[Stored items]
--- START ---

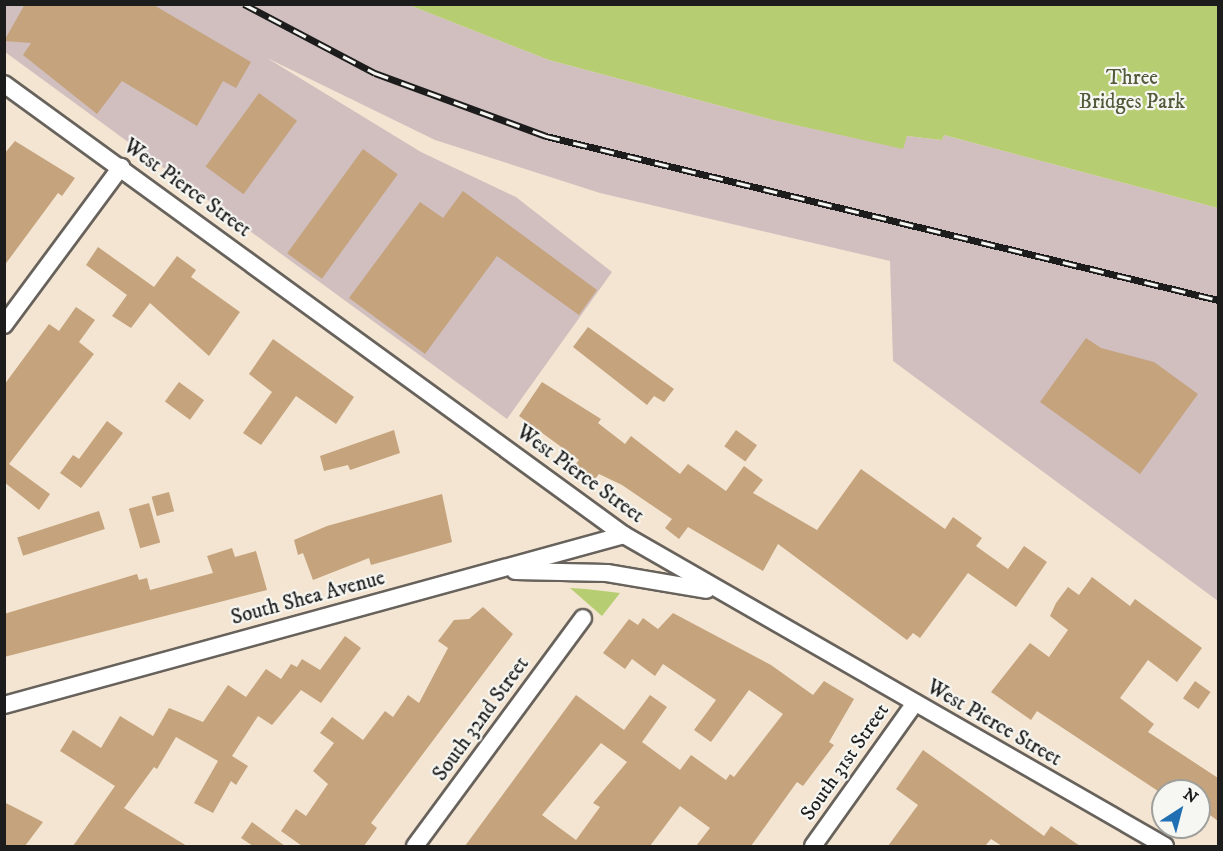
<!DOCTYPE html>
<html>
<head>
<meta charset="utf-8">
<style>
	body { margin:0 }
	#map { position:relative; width:1223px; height:851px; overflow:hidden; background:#f4e5d2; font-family:"IM FELL DW Pica",serif }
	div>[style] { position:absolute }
	.industrial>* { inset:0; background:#d1bfbf }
	.green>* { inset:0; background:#b7cd71 }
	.building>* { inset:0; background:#c4a37d; transform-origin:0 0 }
	.roads { filter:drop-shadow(2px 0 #68625c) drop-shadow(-2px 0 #68625c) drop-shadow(0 2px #68625c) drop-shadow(0 -2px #68625c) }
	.minor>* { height:16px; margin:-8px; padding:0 8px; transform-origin:8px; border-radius:8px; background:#fff }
	.rail>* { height:7px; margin-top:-3.5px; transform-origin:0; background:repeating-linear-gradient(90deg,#f6f6f2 0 14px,#1c1c1c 0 28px); box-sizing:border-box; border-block:2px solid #1c1c1c }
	span { translate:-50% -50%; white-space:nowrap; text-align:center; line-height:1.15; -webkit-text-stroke:4.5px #f6f6f2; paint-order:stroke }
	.park-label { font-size:21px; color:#525a3a }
	.street-label { font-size:21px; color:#1c1c1c }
	.frame { position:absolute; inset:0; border:6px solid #1c1c1c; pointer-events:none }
	.north { position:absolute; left:1151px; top:779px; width:60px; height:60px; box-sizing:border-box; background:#f6f6f2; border:2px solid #9f9f9c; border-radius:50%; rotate:36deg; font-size:16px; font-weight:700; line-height:24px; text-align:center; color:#1c1c1c }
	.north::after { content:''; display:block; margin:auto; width:21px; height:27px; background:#1f6fb2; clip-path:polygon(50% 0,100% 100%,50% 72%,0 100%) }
</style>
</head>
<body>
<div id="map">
	<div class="industrial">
		<div style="clip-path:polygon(5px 5px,409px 5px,549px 60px,773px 120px,902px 148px,907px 136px,942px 140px,944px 135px,1218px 208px,1218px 601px,893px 361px,890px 261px,600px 193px,435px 140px,267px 58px,421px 152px,516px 197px,612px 272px,507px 419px,5px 52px)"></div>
	</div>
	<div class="green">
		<div style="clip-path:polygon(409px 5px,1218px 5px,1218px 208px,944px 135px,942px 140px,907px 136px,903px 149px,773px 120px,549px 60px)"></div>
		<div style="clip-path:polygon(570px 588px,586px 589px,620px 593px,602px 616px)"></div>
	</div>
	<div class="building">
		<div style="clip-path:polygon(25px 4px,152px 4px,251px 62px,236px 88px,223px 81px,197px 126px,122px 81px,97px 114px,23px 55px,31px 43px,4px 41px)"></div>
		<div style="left:259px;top:93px;width:47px;height:91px;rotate:36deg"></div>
		<div style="clip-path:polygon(15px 141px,75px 178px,62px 196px,58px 193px,4px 266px,4px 154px)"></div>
		<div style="left:363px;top:149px;width:43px;height:129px;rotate:36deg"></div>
		<div style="clip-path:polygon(463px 191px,597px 290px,579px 315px,497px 256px,425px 354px,349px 298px,420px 202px,443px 218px)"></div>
		<div style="clip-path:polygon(98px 247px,154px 287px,177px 256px,196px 270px,191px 277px,240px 312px,209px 356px,150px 303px,131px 328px,112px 316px,127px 295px,86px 265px)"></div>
		<div style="clip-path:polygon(76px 307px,95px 320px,79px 342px,94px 354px,9px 464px,50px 494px,39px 510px,4px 482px,4px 385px,49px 324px,59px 331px)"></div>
		<div style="clip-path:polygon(588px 327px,674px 389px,664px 402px,654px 396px,647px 405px,573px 347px)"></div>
		<div style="clip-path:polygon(1086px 338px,1101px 348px,1154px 362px,1198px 394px,1140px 474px,1040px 402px)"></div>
		<div style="clip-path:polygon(273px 339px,354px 397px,336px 424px,296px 396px,261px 445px,243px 433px,272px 392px,249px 374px)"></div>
		<div style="left:179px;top:382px;width:31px;height:24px;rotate:36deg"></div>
		<div style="clip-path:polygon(542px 382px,601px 419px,598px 423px,625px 444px,631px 436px,680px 474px,688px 464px,726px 491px,744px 466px,763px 480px,753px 493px,817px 530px,861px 469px,945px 529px,953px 517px,982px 538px,976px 546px,1008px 569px,1024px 546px,1047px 562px,1016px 607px,968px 573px,920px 638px,913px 633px,907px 640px,778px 544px,763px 571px,688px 527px,679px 539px,665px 528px,672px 519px,622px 485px,599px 474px,595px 479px,575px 465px,579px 460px,519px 416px)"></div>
		<div style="clip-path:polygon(107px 421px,123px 433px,81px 488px,60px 473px,73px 455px,79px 459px)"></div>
		<div style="clip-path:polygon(394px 430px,400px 453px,350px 470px,348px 465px,324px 471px,320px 456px)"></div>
		<div style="left:736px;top:430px;width:26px;height:20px;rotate:36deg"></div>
		<div style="left:169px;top:492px;width:20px;height:18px;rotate:75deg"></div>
		<div style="clip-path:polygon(442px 494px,452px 542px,371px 565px,369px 558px,313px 580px,303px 553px,298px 555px,294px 540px,327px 526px)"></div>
		<div style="left:149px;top:503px;width:41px;height:21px;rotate:74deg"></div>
		<div style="left:99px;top:511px;width:19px;height:86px;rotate:72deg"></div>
		<div style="clip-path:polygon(232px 548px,235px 557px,256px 551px,267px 590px,4px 657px,4px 614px,137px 574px,139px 580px,147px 578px,150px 590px,213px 573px,207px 556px)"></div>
		<div style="clip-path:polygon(1092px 577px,1130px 606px,1135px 599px,1202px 648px,1177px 682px,1148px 660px,1120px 698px,1154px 724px,1148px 732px,1218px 778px,1218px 821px,1199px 807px,1199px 791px,1158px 791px,1037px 711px,1031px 720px,991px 692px,1030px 643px,1049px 657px,1068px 630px,1050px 616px,1056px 603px,1068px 587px,1079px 595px)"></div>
		<div style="clip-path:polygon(483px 607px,513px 634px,371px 823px,377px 828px,364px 846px,302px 846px,281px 831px,296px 809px,306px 816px,328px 784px,313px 771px,334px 743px,320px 733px,332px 717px,363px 740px,385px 711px,393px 717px,408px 695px,419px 703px,448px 648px,438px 641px,454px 620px,469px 619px)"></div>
		<div style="clip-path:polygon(evenodd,673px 613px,771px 665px,813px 695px,824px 681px,854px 699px,829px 742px,834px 745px,803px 786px,797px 782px,751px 846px,696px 846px,710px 828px,680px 806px,650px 846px,465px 846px,576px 695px,624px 730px,650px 695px,667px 707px,642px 742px,680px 770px,691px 755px,726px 780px,730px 774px,734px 777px,783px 714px,749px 690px,711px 742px,694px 730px,716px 700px,663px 664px,655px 676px,632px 659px,625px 669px,603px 653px,629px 619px,638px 625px,643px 618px,658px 629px,673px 613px,601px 743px,627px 762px,593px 803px,600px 807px,576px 840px,542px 815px,601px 743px)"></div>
		<div style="clip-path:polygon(345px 636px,361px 648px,321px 703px,301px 690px,272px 725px,258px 716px,232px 756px,248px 766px,236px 785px,231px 781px,213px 813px,194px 803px,218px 761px,176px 737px,157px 769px,154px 767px,124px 808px,187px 846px,73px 846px,115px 786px,60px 751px,73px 730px,101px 748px,120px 716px,153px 736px,169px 708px,203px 722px,228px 685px,246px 697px,266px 669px,281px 679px,291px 664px,297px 667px,302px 659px,320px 670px)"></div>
		<div style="left:1195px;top:681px;width:19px;height:21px;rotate:35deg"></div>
		<div style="clip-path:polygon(923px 750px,1044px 836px,1051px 826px,1080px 846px,1002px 846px,991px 839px,985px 846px,888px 846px,918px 805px,896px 789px)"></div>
		<div style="clip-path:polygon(4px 802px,43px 822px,25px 846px,4px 846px)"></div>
		<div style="clip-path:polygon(252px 822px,285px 846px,253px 846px,241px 838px)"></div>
	</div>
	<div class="roads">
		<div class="minor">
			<div style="left:4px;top:84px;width:767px;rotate:36.03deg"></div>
			<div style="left:624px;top:535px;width:624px;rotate:29.89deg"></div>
			<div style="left:4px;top:325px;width:197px;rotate:-53.5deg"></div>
			<div style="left:515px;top:571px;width:92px;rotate:1.2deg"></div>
			<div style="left:607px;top:573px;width:101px;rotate:9.6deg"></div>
			<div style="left:4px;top:705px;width:643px;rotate:-15.33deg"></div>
			<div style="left:415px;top:846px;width:283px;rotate:-53.6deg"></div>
			<div style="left:813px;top:846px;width:176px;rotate:-54.5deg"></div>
		</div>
	</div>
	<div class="rail">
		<div style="left:244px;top:4px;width:148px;rotate:27.8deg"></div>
		<div style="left:375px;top:73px;width:182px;rotate:20.2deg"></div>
		<div style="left:546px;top:136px;width:692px;rotate:13.71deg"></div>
	</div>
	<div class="park-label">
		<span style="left:1132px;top:90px">Three<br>Bridges Park</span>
	</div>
	<div class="street-label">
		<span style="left:187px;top:188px;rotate:36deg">West Pierce Street</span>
		<span style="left:580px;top:474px;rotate:36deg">West Pierce Street</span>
		<span style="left:308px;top:598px;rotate:-15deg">South Shea Avenue</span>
		<span style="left:481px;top:719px;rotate:-54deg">South 32nd Street</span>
		<span style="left:994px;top:723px;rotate:30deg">West Pierce Street</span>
		<span style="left:845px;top:762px;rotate:-55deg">South 31st Street</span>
	</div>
	<div class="frame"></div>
	<div class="north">N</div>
</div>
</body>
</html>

--- END ---

• [TASK BRIEF]
Leave out any pictures, please, and quote only the lines from the top of the data through the line that contains "translate:-50% -50%; white-space:nowrap;".

• [SOLUTION BELOW]
<!DOCTYPE html>
<html>
<head>
<meta charset="utf-8">
<style>
	body { margin:0 }
	#map { position:relative; width:1223px; height:851px; overflow:hidden; background:#f4e5d2; font-family:"IM FELL DW Pica",serif }
	div>[style] { position:absolute }
	.industrial>* { inset:0; background:#d1bfbf }
	.green>* { inset:0; background:#b7cd71 }
	.building>* { inset:0; background:#c4a37d; transform-origin:0 0 }
	.roads { filter:drop-shadow(2px 0 #68625c) drop-shadow(-2px 0 #68625c) drop-shadow(0 2px #68625c) drop-shadow(0 -2px #68625c) }
	.minor>* { height:16px; margin:-8px; padding:0 8px; transform-origin:8px; border-radius:8px; background:#fff }
	.rail>* { height:7px; margin-top:-3.5px; transform-origin:0; background:repeating-linear-gradient(90deg,#f6f6f2 0 14px,#1c1c1c 0 28px); box-sizing:border-box; border-block:2px solid #1c1c1c }
	span { translate:-50% -50%; white-space:nowrap; text-align:center; line-height:1.15; -webkit-text-stroke:4.5px #f6f6f2; paint-order:stroke }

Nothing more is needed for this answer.